Skin Allergies – Types, Symptoms, Causes, and Diagnosis
Skin Allergies – Overview
Allergies are one of the most common chronic diseases. 30% of the population in India suffers from some form of allergy.
Allergy is an immune response to substances that are usually harmless. The substances that cause allergic reactions are Allergens. The common Allergens are
- Animals, especially furry animals
- Food, such as milk, gluten
- Bites of wasps and bees
- Pollution and Dust
- Mites and Molds
- Household chemicals and sprays
- Certain medication
Skin allergies are a reaction to an allergen or irritant and can be caused by a variety of factors. When an allergen is responsible for triggering an immune system response, then it is an allergic skin condition.
During an immune system response, the body makes an antibody called immunoglobulin E (IgE). These antibodies respond to allergens. The symptoms that result are an allergic reaction.
What are the causes of Skin Allergy?
Triggers that can lead to skin allergy include:
- Pet dander
- Poison ivy or poison oak
- Laundry detergent
What are the types of Skin Allergy reactions?
The most common types of skin allergy reactions are:
- Eczema: Eczema, also known as atopic dermatitis, is the most common skin condition, especially in children. A common symptom of eczema is dry, red, irritated, and itchy skin. Eczema is often linked with asthma, allergic rhinitis (hay fever), or food allergy.
- Hives: Hives (urticaria) are red bumps or welts that appear on the body. The condition is called acute urticaria if it lasts for no more than 6 weeks, and chronic urticaria if it persists beyond 6 weeks. Acute urticaria is most commonly caused by exposure to an allergen or by an infection. Acute urticaria can also be triggered by non-allergic causes such as heat or exercise, as well as medications, food items such as peanuts, tree nuts, shellfish, insect bites, or infections.
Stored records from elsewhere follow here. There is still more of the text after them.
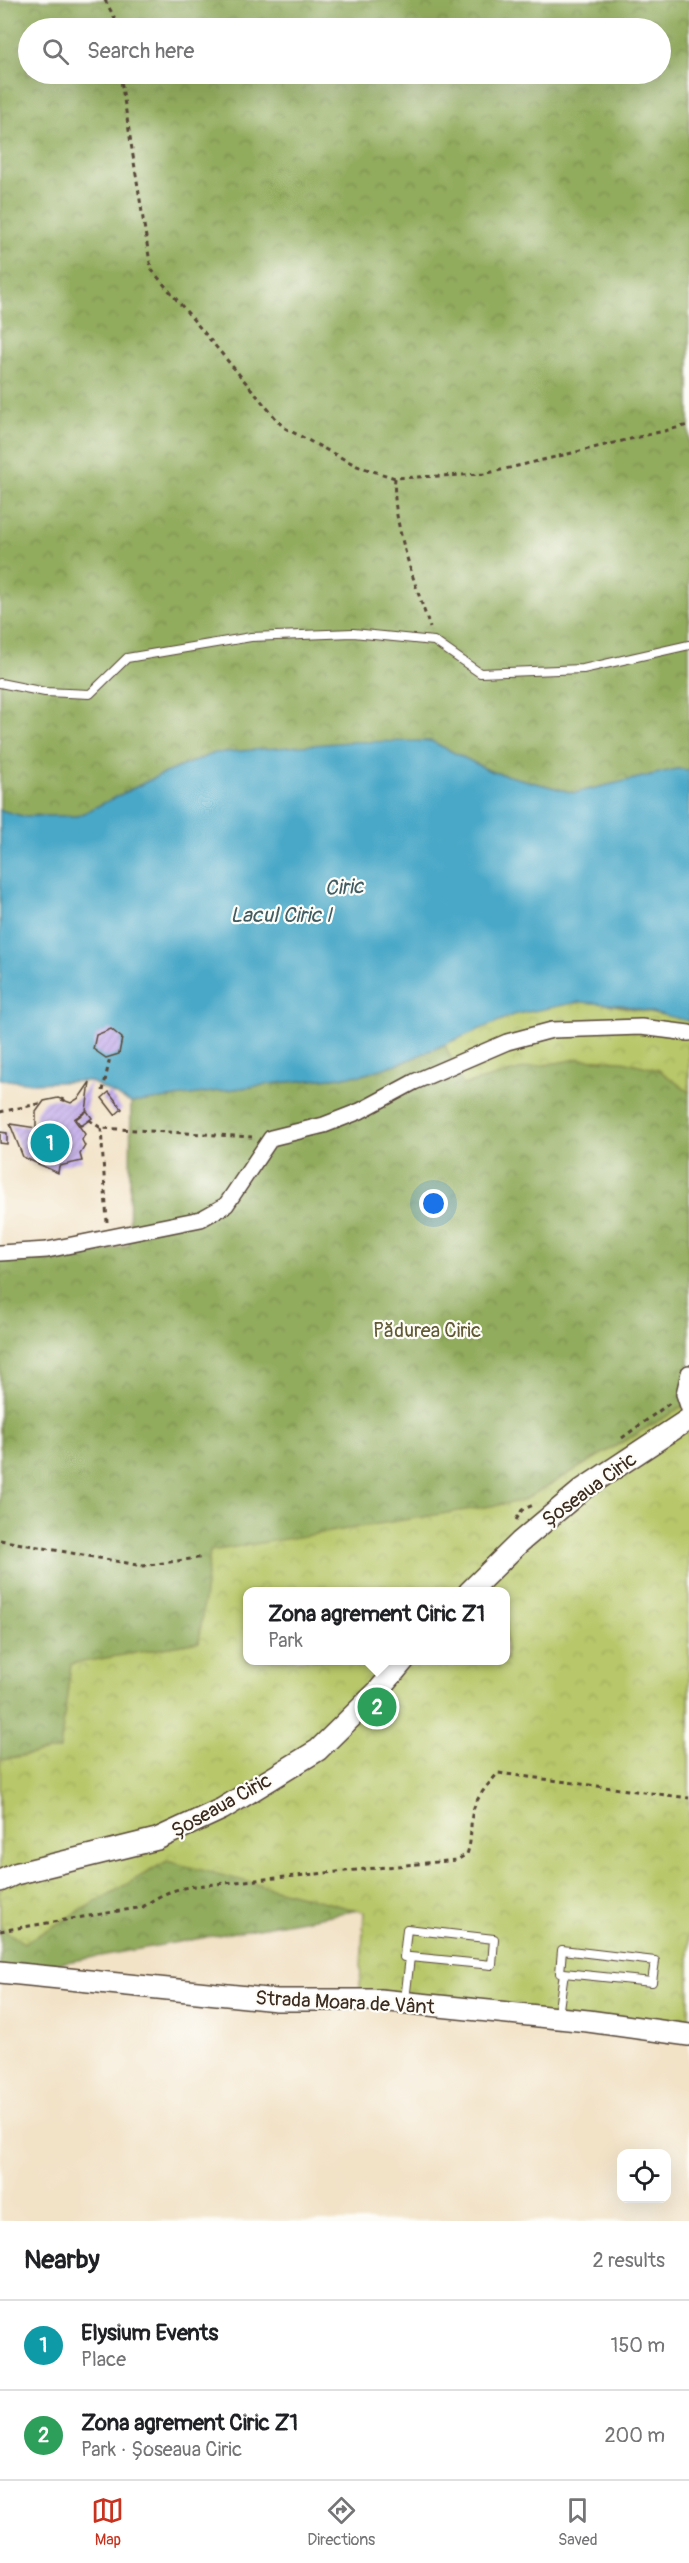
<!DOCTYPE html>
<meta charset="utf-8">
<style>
body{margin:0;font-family:Pangolin,sans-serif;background:#f2f2f2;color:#202124}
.controls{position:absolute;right:18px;bottom:18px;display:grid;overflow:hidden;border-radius:12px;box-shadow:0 6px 24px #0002}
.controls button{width:54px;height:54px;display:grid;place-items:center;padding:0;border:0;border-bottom:2px solid #e0e0e0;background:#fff;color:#202124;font:30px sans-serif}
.you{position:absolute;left:434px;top:1204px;width:21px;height:21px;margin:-15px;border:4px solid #fff;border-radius:50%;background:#1a73e8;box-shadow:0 0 0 9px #1a73e833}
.badge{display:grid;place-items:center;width:39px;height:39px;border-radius:50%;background:#c8321e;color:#fff;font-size:20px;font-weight:700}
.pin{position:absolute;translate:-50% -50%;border:3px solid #fff;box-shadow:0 2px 6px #0006}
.popup{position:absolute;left:243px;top:1587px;width:267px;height:78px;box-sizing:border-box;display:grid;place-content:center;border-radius:12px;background:#fff;filter:drop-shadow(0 2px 4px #0005);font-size:20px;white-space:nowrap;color:#757577}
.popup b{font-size:22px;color:#202124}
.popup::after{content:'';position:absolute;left:50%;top:100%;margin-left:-12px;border:12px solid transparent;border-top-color:#fff}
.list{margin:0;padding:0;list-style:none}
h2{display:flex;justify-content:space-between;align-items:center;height:78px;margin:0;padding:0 24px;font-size:26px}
h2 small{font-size:20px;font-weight:400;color:#757577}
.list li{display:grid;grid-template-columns:39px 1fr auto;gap:18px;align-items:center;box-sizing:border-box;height:90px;padding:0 24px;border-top:2px solid #e0e0e0}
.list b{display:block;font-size:22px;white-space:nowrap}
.list p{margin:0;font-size:20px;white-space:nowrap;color:#757577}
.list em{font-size:20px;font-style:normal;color:#757577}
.icon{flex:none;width:33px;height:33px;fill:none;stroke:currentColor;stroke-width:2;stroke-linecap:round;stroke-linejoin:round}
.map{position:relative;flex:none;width:689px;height:2221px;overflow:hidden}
.search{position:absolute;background:#fff;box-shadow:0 6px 24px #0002;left:18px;right:18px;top:18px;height:66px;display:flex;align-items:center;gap:15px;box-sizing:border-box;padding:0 21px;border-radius:33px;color:#757577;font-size:22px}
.sheet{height:258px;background:#fff}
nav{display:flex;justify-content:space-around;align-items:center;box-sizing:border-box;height:84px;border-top:2px solid #e0e0e0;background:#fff;font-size:16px;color:#757577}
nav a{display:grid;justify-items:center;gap:3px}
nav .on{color:#c8321e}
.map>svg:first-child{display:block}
.forest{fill:url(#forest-crowns);stroke:#666b3e;stroke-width:1.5;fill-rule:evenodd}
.park{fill:url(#park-crowns);stroke:#7a7844;stroke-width:1.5;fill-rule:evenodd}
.water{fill:#48a8c8;stroke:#426973;stroke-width:1.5}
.building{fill:url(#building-hatch)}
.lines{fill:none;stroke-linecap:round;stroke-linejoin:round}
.service-casing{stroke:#564637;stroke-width:10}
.minor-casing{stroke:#564637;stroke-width:18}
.secondary-casing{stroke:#564637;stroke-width:24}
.path{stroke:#564637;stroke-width:3;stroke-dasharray:4.5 4.5;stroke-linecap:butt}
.service{stroke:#fff;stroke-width:8}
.minor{stroke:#fff;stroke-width:15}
.secondary{stroke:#fff;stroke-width:21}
.labels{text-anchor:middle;stroke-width:4.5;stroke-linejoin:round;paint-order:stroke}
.park-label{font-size:20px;fill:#605934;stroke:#fdfcf7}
.street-label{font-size:20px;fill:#3b2a1e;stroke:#fdfcf7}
.water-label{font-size:21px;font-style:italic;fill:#405c62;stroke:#fdfcf7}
</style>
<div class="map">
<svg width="689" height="2221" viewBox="0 0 689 2221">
<defs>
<pattern id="forest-crowns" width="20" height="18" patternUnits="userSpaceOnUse" patternTransform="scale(1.5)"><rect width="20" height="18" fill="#92ac5d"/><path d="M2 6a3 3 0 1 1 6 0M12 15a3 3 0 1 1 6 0" fill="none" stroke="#788c4c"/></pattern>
<pattern id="park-crowns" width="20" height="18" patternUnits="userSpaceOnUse" patternTransform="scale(1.5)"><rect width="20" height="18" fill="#b8c769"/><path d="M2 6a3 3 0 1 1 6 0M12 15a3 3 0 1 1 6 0" fill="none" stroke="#9fab5b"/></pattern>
<pattern id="building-hatch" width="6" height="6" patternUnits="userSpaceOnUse" patternTransform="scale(1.5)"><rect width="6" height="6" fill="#c1a8ec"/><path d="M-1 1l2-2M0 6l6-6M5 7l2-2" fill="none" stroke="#9e89bf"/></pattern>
</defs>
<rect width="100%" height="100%" fill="#fdfcf7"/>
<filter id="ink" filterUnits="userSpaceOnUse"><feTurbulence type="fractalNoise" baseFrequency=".0167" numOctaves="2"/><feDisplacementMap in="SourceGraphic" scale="12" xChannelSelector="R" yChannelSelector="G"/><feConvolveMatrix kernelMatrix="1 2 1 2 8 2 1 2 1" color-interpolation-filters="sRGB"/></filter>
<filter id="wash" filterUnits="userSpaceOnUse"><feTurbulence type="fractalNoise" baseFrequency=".008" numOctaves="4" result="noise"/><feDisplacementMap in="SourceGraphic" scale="24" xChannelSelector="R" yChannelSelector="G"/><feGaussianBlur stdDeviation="1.35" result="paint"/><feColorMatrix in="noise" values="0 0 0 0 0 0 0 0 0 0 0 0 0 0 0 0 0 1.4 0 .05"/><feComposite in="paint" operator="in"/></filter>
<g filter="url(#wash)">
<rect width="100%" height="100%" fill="#f2e2c6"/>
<g class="forest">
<path d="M0 0H689V770L677 769 574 793 490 771 431 741 215 753 160 775 78 816H22L0 810ZM28 28H660V74H28Z"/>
<path d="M579 1002 622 1005 689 1021V1791L387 1905 55 1964 0 1976V1258L69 1259 129 1245 131 1103 279 1083 362 1075 407 1061 513 1015ZM248 1592H506V1660H248Z"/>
</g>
<g class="park">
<polygon points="572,997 689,1020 689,1092 659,1070 623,1061 578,1059 527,1068 463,1085 442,1039 478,1022"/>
<path d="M689 1403V2037L359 2004 364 1912 167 1861 24 1943 0 1927V1760L60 1749 71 1664 199 1642 210 1551 522 1501ZM248 1592H506V1660H248Z"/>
</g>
<polygon class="water" points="431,741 490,771 574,793 677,769 689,770 689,1021 622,1005 579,1002 513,1015 406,1061 362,1075 279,1083 131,1103 89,1081 32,1083 0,1079 0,810 22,816 78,816 160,775 215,753 349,742"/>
<g id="blocks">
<g class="building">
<polygon points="111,1029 122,1038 119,1054 106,1058 93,1049 96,1035"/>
<polygon points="90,1082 86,1111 74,1119 85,1134 82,1140 85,1146 80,1154 82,1161 59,1166 58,1173 23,1157 10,1124 36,1128 36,1112 44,1101 58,1098 71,1103 79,1098"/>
<polygon points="109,1092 122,1109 115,1115 102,1098"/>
<polygon points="87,1111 92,1118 81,1126 76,1119"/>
<polygon points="0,1132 7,1133 7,1144 0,1143"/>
</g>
</g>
</g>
<g filter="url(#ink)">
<use href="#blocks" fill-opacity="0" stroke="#564637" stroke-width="1.5"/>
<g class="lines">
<defs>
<g id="service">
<polyline points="0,683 45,692 90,694 127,658 251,637 353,633 434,641 480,673 583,669 689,645"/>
<polyline points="405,2000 410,1957 492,1965 494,1939 407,1929 404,1957 410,1957"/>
<polyline points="558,2016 564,1973 652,1982 655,1961 562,1950 560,1973 564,1973"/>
</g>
<g id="minor">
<polyline points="0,1253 47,1250 201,1219 226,1205 271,1138 324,1125 360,1111 414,1082 507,1042 552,1030 641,1027 689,1033"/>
<polyline points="689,1373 684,1394 689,1409"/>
</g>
<g id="secondary">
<polyline points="469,1592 520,1542 583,1489 689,1419"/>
<polyline points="0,1881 15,1874 157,1839 222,1809 318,1750 379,1690 404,1660"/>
<polyline points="0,1972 277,2000 380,2000 588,2021 689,2035"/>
</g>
</defs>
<use href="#service" class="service-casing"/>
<use href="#minor" class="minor-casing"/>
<use href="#secondary" class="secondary-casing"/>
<g class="path">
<polyline points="105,0 120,28"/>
<polyline points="120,74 151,269 283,427 357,466 395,478 484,474 689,425"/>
<path d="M395 478C391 522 416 585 430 628"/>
<polyline points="103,1091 110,1057"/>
<polyline points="61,1099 66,1101"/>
<polyline points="0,1112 43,1103"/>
<polyline points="82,1114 83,1115"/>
<polyline points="89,1120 101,1128 252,1137"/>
<polyline points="101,1128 107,1222"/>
<polyline points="622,1438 670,1403"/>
<polyline points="516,1520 522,1510 533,1505"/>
<polyline points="0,1540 143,1566 204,1557"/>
<path d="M0 1931 143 1907C160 1894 174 1889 195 1886L457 1860 467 1854C472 1841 470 1829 472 1815 475 1798 487 1786 498 1773L689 1798"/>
</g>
<use href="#service" class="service"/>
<use href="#minor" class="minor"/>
<use href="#secondary" class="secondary"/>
</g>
</g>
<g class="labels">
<g class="park-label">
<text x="427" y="1337">Pădurea Ciric</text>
</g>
<g class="street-label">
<text transform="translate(589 1489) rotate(-36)" y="7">Șoseaua Ciric</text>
<text transform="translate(221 1805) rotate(-29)" y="7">Șoseaua Ciric</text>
<text transform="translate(345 2002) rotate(3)" y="7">Strada Moara de Vânt</text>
</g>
<g class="water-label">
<text transform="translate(344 887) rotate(-3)" y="7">Ciric</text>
<text x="281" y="922">Lacul Ciric I</text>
</g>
</g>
</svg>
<div class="controls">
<button><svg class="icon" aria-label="locate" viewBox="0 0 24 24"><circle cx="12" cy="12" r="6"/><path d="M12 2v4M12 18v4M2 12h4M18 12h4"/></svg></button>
</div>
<div class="you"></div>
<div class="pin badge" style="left:50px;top:1143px;background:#0f9aa8">1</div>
<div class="pin badge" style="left:377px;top:1707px;background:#2e9e5b">2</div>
<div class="popup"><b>Zona agrement Ciric Z1</b>Park</div>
<div class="search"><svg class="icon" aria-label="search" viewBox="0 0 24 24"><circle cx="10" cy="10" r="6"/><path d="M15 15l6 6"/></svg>Search here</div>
</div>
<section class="sheet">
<h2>Nearby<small>2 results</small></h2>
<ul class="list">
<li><span class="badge" style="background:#0f9aa8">1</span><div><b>Elysium Events</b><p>Place</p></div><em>150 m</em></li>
<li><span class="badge" style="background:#2e9e5b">2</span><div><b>Zona agrement Ciric Z1</b><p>Park · Șoseaua Ciric</p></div><em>200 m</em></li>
</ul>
</section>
<nav>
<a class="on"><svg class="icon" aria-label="map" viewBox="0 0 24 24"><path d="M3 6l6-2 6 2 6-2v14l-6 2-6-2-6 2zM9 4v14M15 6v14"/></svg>Map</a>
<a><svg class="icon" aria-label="directions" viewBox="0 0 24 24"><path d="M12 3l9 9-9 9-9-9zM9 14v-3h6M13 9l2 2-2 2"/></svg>Directions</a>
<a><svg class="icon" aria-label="saved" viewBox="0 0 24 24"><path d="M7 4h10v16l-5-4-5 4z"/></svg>Saved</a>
</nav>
- Contact Dermatitis: Contact Dermatitis is a reaction that appears when the skin comes in contact with an irritant or an allergen. Symptoms can include a rash, blisters, itching, and burning. Soaps, laundry detergents, fabric softeners, shampoos, nickel, adhesives, nail polish, and latex gloves can all cause contact dermatitis.
- Angioedema: Angioedema is swelling in the deep layers of the skin and many times occurs in soft tissues such as the eyelids, mouth, or genitals. It is often seen together with urticaria (hives). Angioedema is called acute, if the condition lasts only a short time such as minutes to hours. Acute angioedema is commonly caused by an allergic reaction to medications or foods. Chronic recurrent angioedema is when the condition returns over a long period.
- Hereditary Angioedema: Hereditary angioedema is a rare, but serious genetic condition involving swelling in various body parts including the hands, feet, face, intestinal wall, and airways.
What are the symptoms of Skin Allergy?
A skin rash is the primary symptom of an allergic skin reaction.
The rash may start as an itching sensation, a raised bump, redness, or any combination of:
- Raised bumps
- Scaling or flaking of skin
- Cracked skin
What are the tips to prevent Skin Allergy?
The following tips can be utilised to take control of Skin Allergy:
- Minimize time in direct sunlight
- Keep irritated skin protected with a moisturizer
- Avoid contact with irritants
- Avoid scratching rash or hives
How is Skin Allergy diagnosed?
If you see any of the symptoms of Skin Allergy, speak to your doctor today.
The doctor will consider your family, medical history, and your symptoms and may recommend the following tests to make a diagnosis.
- Skin test. Your skin is exposed to small amounts of the proteins found in potential allergens. If you’re allergic, you’ll likely develop a raised bump (hive) at the test spot on your skin.
- Blood test. Measures the amount of allergy-causing antibodies in your bloodstream, known as immunoglobulin E (IgE) antibodies.